Stored data
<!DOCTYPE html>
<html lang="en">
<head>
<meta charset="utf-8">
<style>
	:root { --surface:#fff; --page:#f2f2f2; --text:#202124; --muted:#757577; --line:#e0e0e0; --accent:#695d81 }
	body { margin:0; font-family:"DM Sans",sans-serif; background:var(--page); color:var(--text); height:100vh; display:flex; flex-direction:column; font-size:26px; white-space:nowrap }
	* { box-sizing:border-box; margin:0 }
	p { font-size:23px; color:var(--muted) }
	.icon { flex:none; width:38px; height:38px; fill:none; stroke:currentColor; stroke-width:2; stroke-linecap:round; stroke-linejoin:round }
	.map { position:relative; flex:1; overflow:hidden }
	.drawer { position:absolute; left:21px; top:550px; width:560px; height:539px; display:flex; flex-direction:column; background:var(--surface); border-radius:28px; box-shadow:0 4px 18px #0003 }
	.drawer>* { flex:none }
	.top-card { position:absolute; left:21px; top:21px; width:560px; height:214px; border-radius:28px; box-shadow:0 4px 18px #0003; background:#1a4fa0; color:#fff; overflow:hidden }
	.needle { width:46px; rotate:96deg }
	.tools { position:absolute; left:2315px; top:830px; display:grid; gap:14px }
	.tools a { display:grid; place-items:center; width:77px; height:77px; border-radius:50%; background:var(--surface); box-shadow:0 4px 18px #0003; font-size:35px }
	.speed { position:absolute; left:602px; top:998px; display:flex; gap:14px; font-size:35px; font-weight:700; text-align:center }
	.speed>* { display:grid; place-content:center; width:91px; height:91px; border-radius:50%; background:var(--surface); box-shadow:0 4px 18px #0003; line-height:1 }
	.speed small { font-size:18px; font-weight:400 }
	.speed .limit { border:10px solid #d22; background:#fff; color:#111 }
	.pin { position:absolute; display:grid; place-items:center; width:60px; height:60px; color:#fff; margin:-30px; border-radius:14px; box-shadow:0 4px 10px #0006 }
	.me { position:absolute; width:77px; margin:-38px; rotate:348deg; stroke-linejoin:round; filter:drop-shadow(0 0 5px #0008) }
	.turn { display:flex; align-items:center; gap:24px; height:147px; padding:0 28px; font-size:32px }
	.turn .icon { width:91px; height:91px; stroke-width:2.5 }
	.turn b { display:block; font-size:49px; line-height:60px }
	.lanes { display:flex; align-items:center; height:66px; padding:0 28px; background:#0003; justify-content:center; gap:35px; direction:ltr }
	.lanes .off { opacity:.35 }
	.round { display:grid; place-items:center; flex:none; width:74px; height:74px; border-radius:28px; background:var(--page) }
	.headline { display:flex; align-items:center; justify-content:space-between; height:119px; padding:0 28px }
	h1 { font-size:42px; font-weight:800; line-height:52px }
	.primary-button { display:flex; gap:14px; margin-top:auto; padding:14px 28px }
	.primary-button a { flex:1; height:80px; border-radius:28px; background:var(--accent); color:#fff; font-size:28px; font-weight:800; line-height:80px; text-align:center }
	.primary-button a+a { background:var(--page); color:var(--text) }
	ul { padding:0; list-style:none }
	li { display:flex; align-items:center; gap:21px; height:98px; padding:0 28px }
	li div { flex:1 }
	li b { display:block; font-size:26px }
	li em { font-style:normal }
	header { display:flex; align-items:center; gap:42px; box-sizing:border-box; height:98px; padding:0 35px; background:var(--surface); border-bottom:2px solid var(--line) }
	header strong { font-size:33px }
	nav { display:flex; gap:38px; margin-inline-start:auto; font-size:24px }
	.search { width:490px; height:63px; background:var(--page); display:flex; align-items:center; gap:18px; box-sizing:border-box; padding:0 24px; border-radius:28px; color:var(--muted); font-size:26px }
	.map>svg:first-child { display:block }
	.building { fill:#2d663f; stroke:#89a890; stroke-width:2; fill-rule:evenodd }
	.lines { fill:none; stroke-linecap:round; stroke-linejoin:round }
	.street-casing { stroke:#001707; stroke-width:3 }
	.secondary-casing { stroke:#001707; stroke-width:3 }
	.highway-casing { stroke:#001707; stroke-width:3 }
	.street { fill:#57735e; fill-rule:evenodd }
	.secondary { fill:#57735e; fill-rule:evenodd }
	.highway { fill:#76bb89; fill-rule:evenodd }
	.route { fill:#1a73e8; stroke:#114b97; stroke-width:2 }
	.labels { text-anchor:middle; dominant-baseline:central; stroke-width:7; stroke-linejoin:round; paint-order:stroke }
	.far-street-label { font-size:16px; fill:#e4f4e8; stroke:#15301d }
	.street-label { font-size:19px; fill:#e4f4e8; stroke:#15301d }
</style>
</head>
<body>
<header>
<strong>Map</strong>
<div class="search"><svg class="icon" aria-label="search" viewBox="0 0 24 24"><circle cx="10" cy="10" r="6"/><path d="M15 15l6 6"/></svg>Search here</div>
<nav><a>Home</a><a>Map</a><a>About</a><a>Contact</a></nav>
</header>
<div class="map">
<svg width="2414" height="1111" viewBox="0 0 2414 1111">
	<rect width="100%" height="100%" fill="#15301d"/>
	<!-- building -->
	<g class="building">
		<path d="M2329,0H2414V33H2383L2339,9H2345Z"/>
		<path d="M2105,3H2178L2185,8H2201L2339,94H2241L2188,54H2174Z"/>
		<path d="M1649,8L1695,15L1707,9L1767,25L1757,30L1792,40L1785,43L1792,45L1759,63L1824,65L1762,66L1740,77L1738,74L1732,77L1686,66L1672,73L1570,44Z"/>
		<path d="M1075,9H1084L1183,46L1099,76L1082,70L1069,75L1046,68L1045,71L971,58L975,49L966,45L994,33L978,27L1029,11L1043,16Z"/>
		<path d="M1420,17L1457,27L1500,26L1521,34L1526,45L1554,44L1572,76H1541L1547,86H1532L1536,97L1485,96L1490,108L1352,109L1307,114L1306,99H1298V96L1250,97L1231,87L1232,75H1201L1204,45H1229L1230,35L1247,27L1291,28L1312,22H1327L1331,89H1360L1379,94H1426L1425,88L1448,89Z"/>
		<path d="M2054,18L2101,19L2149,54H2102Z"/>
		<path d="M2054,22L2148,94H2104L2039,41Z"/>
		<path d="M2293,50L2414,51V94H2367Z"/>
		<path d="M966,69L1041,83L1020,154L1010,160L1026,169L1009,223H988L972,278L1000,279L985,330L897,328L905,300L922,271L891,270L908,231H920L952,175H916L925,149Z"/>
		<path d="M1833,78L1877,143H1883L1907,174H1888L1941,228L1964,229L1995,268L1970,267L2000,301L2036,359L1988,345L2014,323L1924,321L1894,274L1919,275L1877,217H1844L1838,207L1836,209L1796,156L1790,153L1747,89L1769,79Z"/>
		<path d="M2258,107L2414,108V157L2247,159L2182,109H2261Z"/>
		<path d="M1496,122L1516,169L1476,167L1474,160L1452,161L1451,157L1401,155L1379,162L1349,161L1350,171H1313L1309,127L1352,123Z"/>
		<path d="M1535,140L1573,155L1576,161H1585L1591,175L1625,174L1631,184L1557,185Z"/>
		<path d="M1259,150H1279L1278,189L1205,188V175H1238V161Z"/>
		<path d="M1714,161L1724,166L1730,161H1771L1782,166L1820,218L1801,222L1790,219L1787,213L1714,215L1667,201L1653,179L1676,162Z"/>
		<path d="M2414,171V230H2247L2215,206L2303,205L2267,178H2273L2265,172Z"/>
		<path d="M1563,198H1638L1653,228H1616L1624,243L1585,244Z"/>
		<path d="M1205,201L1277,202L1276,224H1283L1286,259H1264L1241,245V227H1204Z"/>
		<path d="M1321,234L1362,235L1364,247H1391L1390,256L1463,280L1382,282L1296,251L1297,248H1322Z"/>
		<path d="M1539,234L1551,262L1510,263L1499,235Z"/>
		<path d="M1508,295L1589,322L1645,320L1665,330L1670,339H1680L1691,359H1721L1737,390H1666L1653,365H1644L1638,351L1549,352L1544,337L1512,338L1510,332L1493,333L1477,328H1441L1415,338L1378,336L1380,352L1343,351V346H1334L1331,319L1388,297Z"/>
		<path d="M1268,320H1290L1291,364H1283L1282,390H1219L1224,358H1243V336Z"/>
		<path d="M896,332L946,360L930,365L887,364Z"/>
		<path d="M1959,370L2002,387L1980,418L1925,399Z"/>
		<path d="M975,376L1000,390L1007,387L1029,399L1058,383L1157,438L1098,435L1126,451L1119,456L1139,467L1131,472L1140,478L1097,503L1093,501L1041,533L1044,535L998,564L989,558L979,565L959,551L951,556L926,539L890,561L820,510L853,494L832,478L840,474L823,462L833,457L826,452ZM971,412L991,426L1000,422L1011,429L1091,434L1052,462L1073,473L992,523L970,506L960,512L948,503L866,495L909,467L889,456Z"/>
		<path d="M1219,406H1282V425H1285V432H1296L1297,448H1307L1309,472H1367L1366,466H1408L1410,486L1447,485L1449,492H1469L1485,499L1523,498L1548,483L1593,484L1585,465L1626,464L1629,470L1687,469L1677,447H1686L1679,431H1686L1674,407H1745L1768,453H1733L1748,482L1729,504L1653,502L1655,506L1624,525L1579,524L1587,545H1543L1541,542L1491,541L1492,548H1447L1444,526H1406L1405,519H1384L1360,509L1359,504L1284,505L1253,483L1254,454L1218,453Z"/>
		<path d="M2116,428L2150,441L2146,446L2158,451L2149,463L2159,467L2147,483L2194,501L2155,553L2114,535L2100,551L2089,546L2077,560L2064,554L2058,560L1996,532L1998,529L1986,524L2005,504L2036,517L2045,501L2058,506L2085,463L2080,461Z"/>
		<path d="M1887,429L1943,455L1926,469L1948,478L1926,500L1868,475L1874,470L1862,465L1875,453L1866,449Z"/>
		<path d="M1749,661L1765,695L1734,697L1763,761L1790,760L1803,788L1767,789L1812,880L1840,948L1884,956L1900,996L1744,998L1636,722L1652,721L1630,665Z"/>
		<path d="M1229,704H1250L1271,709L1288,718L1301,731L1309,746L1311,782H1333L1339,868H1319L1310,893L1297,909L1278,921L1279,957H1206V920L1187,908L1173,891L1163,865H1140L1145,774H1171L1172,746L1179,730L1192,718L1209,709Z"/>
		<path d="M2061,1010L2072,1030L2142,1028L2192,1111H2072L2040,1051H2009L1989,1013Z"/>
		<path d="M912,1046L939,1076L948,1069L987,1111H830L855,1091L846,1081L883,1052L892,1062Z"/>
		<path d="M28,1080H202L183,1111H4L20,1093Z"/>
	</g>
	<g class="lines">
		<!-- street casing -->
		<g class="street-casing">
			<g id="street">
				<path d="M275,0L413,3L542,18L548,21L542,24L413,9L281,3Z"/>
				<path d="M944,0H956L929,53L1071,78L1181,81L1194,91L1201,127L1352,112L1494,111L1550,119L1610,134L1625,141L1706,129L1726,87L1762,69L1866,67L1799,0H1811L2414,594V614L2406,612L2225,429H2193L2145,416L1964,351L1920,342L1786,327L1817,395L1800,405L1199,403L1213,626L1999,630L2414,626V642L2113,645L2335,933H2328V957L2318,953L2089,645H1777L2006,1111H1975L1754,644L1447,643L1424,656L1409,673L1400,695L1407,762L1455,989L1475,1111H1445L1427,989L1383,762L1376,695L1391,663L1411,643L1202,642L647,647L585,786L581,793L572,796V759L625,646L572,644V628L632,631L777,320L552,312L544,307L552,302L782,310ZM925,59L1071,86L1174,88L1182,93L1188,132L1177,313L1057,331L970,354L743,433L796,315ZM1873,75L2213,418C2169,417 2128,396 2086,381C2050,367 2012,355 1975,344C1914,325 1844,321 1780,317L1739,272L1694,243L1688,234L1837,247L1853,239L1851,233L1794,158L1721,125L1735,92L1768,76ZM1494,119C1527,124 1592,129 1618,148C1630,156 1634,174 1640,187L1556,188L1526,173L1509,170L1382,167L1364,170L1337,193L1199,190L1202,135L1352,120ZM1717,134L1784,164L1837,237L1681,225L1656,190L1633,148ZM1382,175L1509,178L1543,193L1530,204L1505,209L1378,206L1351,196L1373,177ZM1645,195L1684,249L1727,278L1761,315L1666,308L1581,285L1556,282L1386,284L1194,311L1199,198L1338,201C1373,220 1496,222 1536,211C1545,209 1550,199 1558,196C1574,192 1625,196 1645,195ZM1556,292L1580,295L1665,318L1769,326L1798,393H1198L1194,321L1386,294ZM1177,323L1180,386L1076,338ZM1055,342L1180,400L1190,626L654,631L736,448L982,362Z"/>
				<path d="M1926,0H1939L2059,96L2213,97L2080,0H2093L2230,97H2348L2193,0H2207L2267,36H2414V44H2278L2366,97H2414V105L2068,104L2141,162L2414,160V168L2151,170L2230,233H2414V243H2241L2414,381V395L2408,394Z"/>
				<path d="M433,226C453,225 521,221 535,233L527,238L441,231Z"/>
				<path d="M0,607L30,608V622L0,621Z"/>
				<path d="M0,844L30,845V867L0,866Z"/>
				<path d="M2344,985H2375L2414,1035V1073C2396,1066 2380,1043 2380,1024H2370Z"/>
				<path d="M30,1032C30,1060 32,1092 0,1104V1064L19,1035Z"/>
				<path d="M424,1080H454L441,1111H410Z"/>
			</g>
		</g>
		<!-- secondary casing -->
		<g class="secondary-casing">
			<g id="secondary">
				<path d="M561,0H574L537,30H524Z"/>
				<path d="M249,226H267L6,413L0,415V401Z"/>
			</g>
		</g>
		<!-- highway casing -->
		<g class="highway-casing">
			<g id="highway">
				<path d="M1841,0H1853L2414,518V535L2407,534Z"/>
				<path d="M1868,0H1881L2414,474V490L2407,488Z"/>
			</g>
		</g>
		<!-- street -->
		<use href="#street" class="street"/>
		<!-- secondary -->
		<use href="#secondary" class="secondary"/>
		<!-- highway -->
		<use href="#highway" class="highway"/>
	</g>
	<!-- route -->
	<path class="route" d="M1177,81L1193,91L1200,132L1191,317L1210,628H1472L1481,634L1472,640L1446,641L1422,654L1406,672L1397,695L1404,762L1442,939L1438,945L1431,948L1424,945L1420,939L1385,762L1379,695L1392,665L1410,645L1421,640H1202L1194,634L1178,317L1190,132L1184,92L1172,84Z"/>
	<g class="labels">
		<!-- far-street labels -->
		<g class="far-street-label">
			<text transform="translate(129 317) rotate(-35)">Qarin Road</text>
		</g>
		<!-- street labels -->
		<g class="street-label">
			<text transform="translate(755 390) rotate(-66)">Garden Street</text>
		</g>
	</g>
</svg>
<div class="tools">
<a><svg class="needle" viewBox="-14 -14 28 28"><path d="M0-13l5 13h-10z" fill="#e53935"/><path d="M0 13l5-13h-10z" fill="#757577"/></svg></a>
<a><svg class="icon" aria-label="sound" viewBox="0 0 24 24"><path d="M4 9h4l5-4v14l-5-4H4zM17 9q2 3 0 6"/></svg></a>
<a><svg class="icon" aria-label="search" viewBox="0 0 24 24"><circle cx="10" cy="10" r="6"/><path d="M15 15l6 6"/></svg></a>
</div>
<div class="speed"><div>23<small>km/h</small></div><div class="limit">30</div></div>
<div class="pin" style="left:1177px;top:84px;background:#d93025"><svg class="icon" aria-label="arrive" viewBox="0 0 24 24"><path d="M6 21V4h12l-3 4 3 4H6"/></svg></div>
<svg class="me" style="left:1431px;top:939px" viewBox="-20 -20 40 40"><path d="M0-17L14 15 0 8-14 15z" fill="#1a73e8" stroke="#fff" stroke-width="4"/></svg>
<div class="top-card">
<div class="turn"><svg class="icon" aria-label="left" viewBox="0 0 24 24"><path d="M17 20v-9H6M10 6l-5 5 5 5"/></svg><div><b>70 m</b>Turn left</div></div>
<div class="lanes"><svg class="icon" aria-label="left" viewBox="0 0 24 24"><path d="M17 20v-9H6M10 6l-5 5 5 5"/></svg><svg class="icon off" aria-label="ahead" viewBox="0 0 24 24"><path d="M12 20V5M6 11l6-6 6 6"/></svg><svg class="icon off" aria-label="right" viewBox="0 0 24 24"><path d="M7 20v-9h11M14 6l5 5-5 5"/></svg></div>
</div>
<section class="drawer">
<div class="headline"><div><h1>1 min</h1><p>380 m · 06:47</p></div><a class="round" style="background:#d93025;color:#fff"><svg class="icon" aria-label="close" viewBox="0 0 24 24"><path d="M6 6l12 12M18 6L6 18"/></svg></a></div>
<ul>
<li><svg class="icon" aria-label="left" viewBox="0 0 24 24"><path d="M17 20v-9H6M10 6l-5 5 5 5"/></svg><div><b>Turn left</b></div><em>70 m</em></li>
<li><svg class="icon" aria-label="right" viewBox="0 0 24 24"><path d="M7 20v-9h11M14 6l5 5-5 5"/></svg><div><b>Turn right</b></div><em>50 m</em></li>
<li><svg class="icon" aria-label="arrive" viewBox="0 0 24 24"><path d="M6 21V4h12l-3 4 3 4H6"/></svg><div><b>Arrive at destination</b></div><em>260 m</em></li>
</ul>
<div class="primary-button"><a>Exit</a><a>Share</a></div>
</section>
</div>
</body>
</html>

# [ABOUT THIS TASK]
If a line of the records holds the word "hidden", count it; report only the total.

# [RESULT]
2